> _Activity_
Pull each line holding the word "stream" from the data.

Collected data
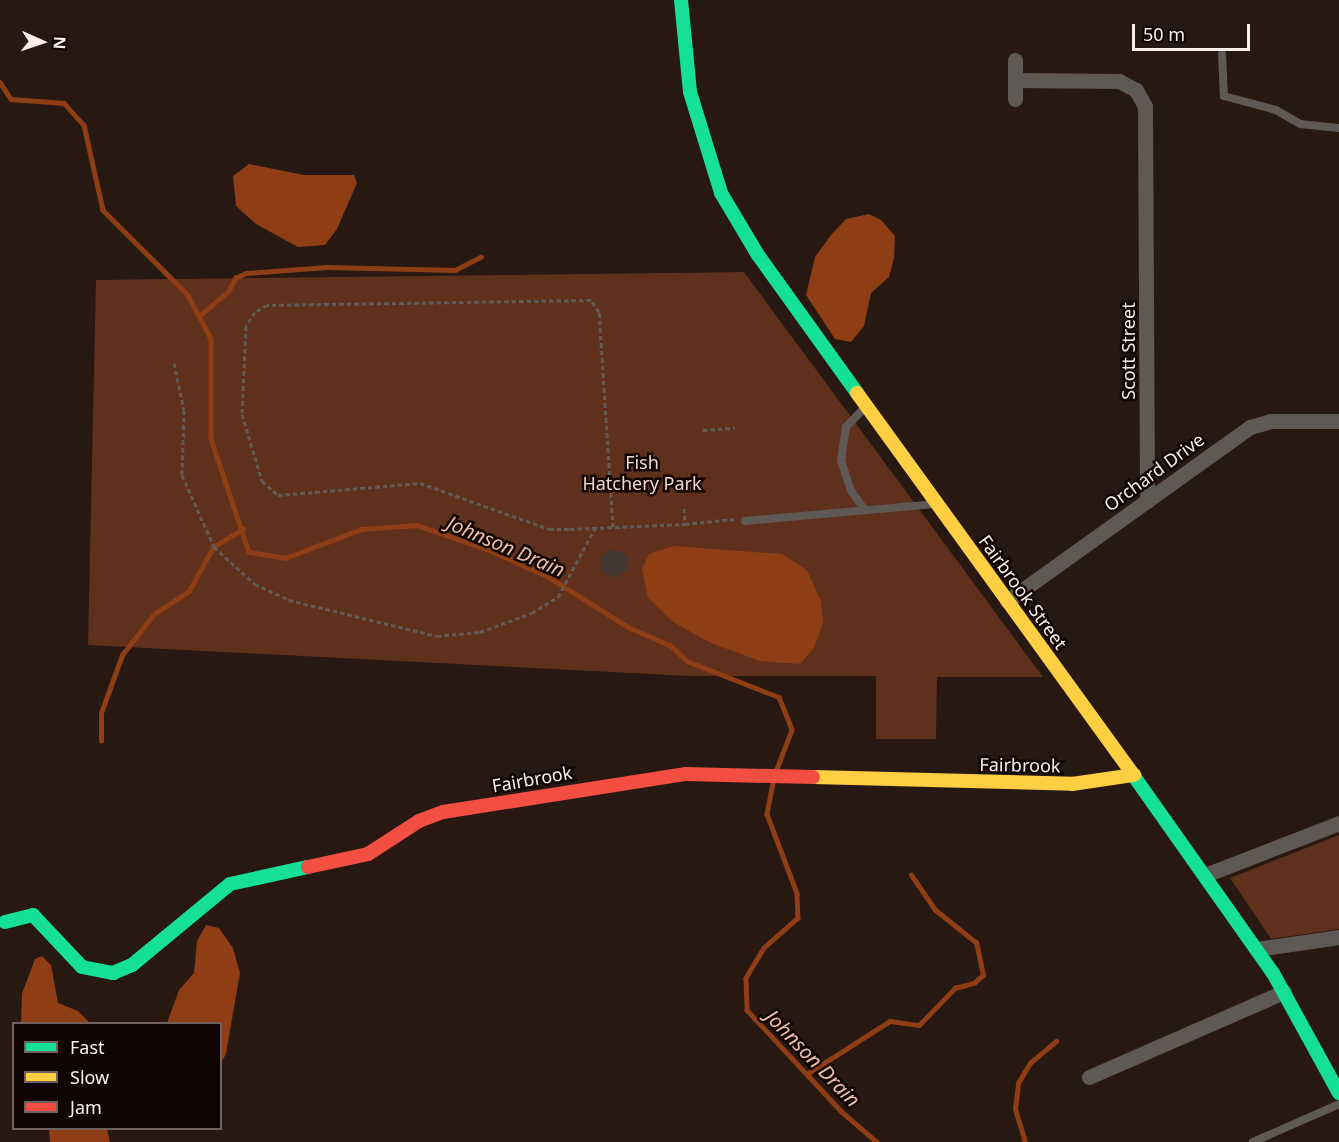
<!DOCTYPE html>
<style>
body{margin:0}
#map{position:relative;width:1339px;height:1142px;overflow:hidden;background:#271812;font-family:"Noto Sans",sans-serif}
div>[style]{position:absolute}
.green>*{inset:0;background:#5f301b}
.water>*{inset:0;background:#8e3d14}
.stream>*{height:4.5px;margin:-2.25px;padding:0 2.25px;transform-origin:2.25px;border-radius:2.25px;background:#8e3d14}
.building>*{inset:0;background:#433731}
.path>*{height:3px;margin-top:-1.5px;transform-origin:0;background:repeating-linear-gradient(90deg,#635a58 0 4.5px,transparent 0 7.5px)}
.lane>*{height:8px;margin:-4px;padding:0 4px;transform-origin:4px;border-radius:4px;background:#5f5956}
.street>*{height:15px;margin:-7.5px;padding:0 7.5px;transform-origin:7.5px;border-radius:7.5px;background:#5f5956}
.fast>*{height:14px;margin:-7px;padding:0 7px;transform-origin:7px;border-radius:7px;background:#16e098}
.slow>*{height:14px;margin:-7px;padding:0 7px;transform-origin:7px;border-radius:7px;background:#ffcf43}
.jam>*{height:14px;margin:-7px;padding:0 7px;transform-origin:7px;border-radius:7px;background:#f24e42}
span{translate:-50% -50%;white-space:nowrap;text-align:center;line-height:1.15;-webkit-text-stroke:5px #100502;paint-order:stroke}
.street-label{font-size:18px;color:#feeee8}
.park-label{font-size:18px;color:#f0d7cc}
.water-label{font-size:20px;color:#efbea9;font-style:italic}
.legend{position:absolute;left:12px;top:1022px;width:210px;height:108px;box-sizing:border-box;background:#100502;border:2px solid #6f625e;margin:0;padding:8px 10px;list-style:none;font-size:18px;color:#feeee8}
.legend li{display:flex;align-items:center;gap:12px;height:30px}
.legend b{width:30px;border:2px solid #6f625e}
.north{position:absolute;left:12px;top:12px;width:60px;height:60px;-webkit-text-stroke:4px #100502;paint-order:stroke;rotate:93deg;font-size:16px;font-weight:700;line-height:24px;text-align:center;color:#feeee8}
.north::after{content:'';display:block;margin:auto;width:21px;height:27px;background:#feeee8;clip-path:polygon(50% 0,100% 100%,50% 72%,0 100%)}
.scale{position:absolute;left:1132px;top:24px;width:118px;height:27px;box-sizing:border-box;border:3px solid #feeee8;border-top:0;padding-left:8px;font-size:18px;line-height:21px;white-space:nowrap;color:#feeee8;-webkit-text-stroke:4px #100502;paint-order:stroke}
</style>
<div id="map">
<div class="green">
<div style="clip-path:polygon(744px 272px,1043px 677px,937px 677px,936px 739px,876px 739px,876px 676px,690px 676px,88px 645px,96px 280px)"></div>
<div style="clip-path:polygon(1339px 835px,1339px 929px,1271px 939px,1230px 878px)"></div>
</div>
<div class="water">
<div style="clip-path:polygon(249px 164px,304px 175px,354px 175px,357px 183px,337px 229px,325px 245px,298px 247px,256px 224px,236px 206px,233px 176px)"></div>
<div style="clip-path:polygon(869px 214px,881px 220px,895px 236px,894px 258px,889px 277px,871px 293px,864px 326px,851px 342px,835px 339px,806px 295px,815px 257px,831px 235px,846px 219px)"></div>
<div style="clip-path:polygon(673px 546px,782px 554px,807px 570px,821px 601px,823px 623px,814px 648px,800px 664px,760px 661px,711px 643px,673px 622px,648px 598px,642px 569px,649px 554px)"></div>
<div style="clip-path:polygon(206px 925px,219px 928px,233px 948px,240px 973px,226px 1054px,221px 1063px,220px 1024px,167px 1023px,179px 990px,194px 973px,197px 941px)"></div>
<div style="clip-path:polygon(42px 956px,51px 965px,58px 1003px,78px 1011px,90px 1023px,21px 1023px,22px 994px,35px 959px)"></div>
<div style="clip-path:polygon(49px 1129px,107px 1129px,110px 1142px,50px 1142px)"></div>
</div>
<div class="stream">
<div style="left:0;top:82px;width:20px;rotate:57deg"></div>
<div style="left:11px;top:99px;width:53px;rotate:4.3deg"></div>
<div style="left:64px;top:103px;width:30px;rotate:48deg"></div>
<div style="left:84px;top:125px;width:87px;rotate:77.4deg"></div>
<div style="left:103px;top:210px;width:120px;rotate:45deg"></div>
<div style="left:188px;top:295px;width:24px;rotate:62deg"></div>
<div style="left:199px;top:316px;width:26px;rotate:62deg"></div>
<div style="left:211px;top:339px;width:100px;rotate:90deg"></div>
<div style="left:211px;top:439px;width:119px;rotate:71.4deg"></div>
<div style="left:249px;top:552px;width:36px;rotate:9deg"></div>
<div style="left:285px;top:558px;width:82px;rotate:-20.6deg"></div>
<div style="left:362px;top:529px;width:55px;rotate:-4.2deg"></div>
<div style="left:417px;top:525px;width:76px;rotate:19.1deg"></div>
<div style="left:489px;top:550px;width:64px;rotate:24.1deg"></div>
<div style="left:547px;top:576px;width:98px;rotate:32.1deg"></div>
<div style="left:630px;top:628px;width:43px;rotate:23deg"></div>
<div style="left:670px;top:645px;width:23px;rotate:43deg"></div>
<div style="left:687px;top:661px;width:99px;rotate:21.4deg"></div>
<div style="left:779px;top:697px;width:35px;rotate:68deg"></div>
<div style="left:792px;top:730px;width:42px;rotate:111deg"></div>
<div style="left:199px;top:316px;width:38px;rotate:-40deg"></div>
<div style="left:228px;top:292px;width:16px;rotate:-63deg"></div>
<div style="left:235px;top:278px;width:12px;rotate:-24deg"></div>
<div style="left:246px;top:273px;width:81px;rotate:-4.2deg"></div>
<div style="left:327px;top:267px;width:128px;rotate:1.3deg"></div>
<div style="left:455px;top:270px;width:29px;rotate:-27deg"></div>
<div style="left:101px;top:741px;width:28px;rotate:-90deg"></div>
<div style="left:101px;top:713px;width:62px;rotate:-70.1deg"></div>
<div style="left:122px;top:655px;width:52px;rotate:-52deg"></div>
<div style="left:154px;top:614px;width:42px;rotate:-33.3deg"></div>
<div style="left:189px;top:591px;width:50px;rotate:-61.4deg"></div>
<div style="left:213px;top:547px;width:35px;rotate:-31deg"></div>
<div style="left:773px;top:783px;width:32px;rotate:101deg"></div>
<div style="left:767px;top:814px;width:85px;rotate:69.2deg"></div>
<div style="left:797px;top:893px;width:25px;rotate:88deg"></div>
<div style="left:798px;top:918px;width:45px;rotate:138.6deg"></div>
<div style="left:764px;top:948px;width:35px;rotate:121deg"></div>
<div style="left:746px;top:978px;width:32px;rotate:88deg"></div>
<div style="left:747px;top:1010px;width:139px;rotate:47deg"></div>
<div style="left:842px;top:1112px;width:46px;rotate:40.6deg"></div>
<div style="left:807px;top:1074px;width:98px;rotate:-32.6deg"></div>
<div style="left:890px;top:1021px;width:29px;rotate:8deg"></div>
<div style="left:919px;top:1025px;width:52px;rotate:-45.8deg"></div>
<div style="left:955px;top:988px;width:20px;rotate:-15deg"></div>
<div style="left:974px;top:983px;width:12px;rotate:-42deg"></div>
<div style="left:983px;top:975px;width:33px;rotate:-102deg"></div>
<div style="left:976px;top:943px;width:53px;rotate:-141.2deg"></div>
<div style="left:935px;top:910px;width:42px;rotate:-124.4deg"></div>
<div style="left:1025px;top:1142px;width:34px;rotate:-107deg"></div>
<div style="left:1015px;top:1109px;width:26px;rotate:-83deg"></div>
<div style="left:1018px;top:1083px;width:23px;rotate:-59deg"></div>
<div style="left:1030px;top:1063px;width:34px;rotate:-40deg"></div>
</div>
<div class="building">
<div style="clip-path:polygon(612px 549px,627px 555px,627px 570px,615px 578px,601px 572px,601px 557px)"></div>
</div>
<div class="path">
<div style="left:174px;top:363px;width:48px;rotate:78deg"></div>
<div style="left:184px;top:410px;width:65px;rotate:91.8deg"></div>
<div style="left:182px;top:475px;width:79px;rotate:66deg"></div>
<div style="left:214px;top:547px;width:55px;rotate:42.1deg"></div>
<div style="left:255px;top:584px;width:38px;rotate:25deg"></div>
<div style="left:289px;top:600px;width:152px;rotate:13.7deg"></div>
<div style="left:437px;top:636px;width:43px;rotate:-5.3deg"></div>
<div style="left:480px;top:632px;width:55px;rotate:-20.1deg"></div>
<div style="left:532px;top:613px;width:31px;rotate:-32deg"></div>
<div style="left:558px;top:597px;width:78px;rotate:-61.8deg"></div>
<div style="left:703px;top:430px;width:32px;rotate:-4deg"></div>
<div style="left:684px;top:508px;width:16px;rotate:86deg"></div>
<div style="left:613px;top:527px;width:215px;rotate:-93.7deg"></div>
<div style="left:599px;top:312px;width:14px;rotate:-124deg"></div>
<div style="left:591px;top:300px;width:324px;rotate:179.1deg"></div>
<div style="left:267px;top:305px;width:14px;rotate:150deg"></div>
<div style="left:255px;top:312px;width:17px;rotate:123deg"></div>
<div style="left:246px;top:326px;width:88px;rotate:92.6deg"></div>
<div style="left:242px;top:414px;width:70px;rotate:73.4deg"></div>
<div style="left:262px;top:481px;width:21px;rotate:41deg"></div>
<div style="left:278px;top:495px;width:143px;rotate:-4.8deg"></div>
<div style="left:420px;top:483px;width:137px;rotate:19.6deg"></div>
<div style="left:549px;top:529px;width:21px"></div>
<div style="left:570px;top:529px;width:115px;rotate:-2.5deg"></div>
<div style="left:685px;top:524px;width:49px;rotate:-5.8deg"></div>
</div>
<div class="lane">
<div style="left:1222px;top:54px;width:42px;rotate:87.3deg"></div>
<div style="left:1224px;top:96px;width:54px;rotate:15.1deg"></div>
<div style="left:1276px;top:110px;width:28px;rotate:30deg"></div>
<div style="left:1300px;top:124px;width:39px;rotate:6deg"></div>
<div style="left:865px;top:510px;width:24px;rotate:-126deg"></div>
<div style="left:851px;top:491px;width:32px;rotate:-108deg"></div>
<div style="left:841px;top:461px;width:34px;rotate:-82deg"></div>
<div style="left:846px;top:427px;width:28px;rotate:-46deg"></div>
<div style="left:745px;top:521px;width:190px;rotate:-5.1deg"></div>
<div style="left:1253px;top:1142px;width:94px;rotate:-23.8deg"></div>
</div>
<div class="street">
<div style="left:1015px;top:60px;width:39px;rotate:90deg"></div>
<div style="left:1015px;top:80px;width:104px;rotate:0.6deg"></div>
<div style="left:1119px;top:81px;width:19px;rotate:28deg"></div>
<div style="left:1136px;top:90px;width:18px;rotate:61deg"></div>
<div style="left:1145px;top:106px;width:395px;rotate:89.7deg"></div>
<div style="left:1007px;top:601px;width:299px;rotate:-35.6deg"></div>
<div style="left:1250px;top:427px;width:22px;rotate:-16deg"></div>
<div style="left:1271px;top:421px;width:68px"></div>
<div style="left:1205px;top:875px;width:144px;rotate:-21.2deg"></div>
<div style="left:1256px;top:949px;width:84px;rotate:-8.2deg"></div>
<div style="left:1089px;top:1077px;width:213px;rotate:-23.6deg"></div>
</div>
<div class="fast">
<div style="left:681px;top:0;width:92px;rotate:84.4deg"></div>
<div style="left:690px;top:92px;width:106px;rotate:72.9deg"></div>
<div style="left:721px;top:193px;width:72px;rotate:59.2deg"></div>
<div style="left:758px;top:255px;width:170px;rotate:54.3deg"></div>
<div style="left:1131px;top:772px;width:246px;rotate:54.8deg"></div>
<div style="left:1273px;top:973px;width:137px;rotate:61.2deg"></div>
<div style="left:5px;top:922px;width:29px;rotate:-14deg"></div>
<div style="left:33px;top:915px;width:71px;rotate:46.7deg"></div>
<div style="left:82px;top:967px;width:32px;rotate:11deg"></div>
<div style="left:113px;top:973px;width:21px;rotate:-23deg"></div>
<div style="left:132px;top:965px;width:127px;rotate:-39.6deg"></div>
<div style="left:230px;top:884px;width:80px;rotate:-12.3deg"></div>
</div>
<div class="slow">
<div style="left:857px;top:393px;width:468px;rotate:54.1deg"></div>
<div style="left:813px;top:777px;width:259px;rotate:1.5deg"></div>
<div style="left:1072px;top:784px;width:63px;rotate:-8.3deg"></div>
</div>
<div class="jam">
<div style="left:308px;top:867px;width:61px;rotate:-12.2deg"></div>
<div style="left:368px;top:854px;width:61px;rotate:-32.9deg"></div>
<div style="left:419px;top:821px;width:26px;rotate:-21deg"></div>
<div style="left:443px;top:812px;width:246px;rotate:-8.9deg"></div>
<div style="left:686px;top:774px;width:127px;rotate:1.4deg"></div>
</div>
<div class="street-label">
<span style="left:1128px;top:351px;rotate:-90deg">Scott Street</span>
<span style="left:1154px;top:472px;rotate:-36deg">Orchard Drive</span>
<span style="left:1023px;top:592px;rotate:54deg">Fairbrook Street</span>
<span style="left:1020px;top:765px;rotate:1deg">Fairbrook</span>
<span style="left:532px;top:779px;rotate:-10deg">Fairbrook</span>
</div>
<div class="park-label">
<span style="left:642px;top:473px">Fish<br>Hatchery Park</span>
</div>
<div class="water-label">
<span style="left:506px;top:546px;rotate:23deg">Johnson Drain</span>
<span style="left:813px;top:1058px;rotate:46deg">Johnson Drain</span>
</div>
<ul class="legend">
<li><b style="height:8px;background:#16e098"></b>Fast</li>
<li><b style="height:8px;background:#ffcf43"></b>Slow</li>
<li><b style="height:8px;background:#f24e42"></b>Jam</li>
</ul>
<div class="north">N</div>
<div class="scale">50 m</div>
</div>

> _Exercise output_
.stream>*{height:4.5px;margin:-2.25px;padding:0 2.25px;transform-origin:2.25px;border-radius:2.25px;background:#8e3d14}
<div class="stream">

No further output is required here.